2013-01-04 Thread lemonsqueeze
Package: tcpstat
Version: 1.5-7
Severity: normal
Tags: patch

When running tcpstat in capture mode, output hangs while no packets
arrive. For example

  # tcpstat -i eth0 1

should print output every second, but instead hangs while there's no
network traffic. Missing output comes up all at once once a packet
arrives. (actually even when there is traffic the output timing is off,
but less obvious)

This bug is known and documented in the man page.
Packages based on upstream v1.5 code are affected.

Here is a patch against 1.5-7 that fixes it.

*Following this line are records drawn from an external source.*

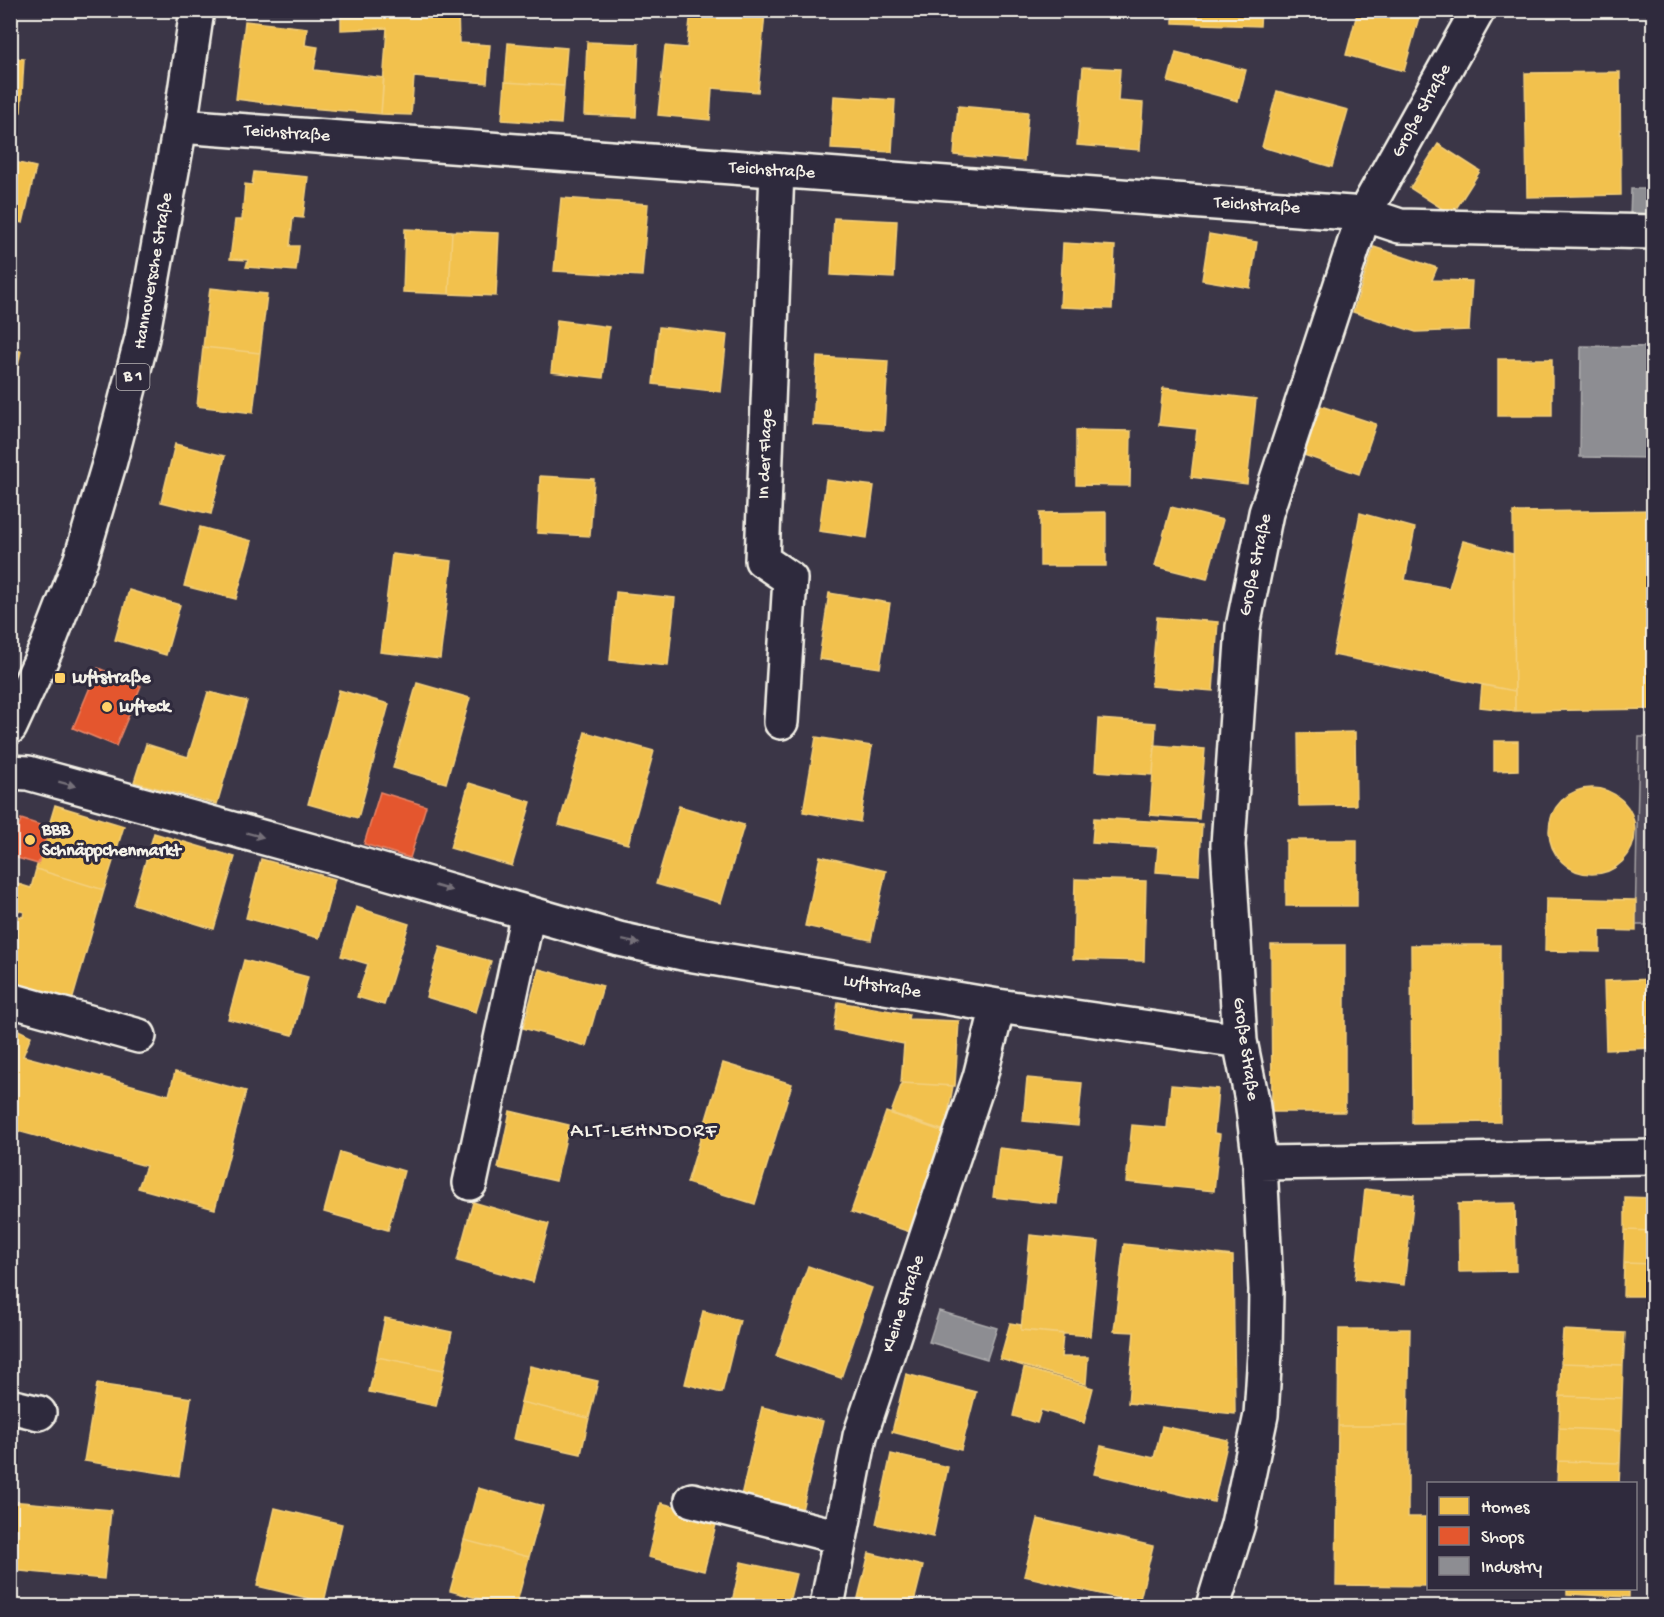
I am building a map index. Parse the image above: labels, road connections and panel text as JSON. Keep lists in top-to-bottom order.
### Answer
{
  "streets": {
    "street": [
      "Große Straße",
      "Teichstraße",
      "Hannoversche Straße",
      "B 1",
      "In der Flage",
      "Luftstraße",
      "Kleine Straße"
    ]
  },
  "crossings": [
    ["Große Straße", "Teichstraße"],
    ["Große Straße", "Luftstraße"],
    ["Teichstraße", "Hannoversche Straße"],
    ["Teichstraße", "In der Flage"],
    ["Luftstraße", "Kleine Straße"]
  ],
  "one_way": ["Luftstraße"],
  "districts": ["ALT-LEHNDORF"],
  "places": {
    "transit": ["Luftstraße"],
    "other": ["Lufteck", "BBB Schnäppchenmarkt"]
  },
  "legend": ["Homes", "Shops", "Industry"]
}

Contacted upstream about
it, it is unclear if new versions of the package will be released, so
posting it here.

- main loop, fix untimely display in live capture mode:
  all: decoupled data logic and display logic,
  process.c: changed alarm handler to catch interval timeouts.
 capture_seconds logic now on top of interval
 logic.
- use setitimer() instead of ualarm(): not limited to 1s (linux)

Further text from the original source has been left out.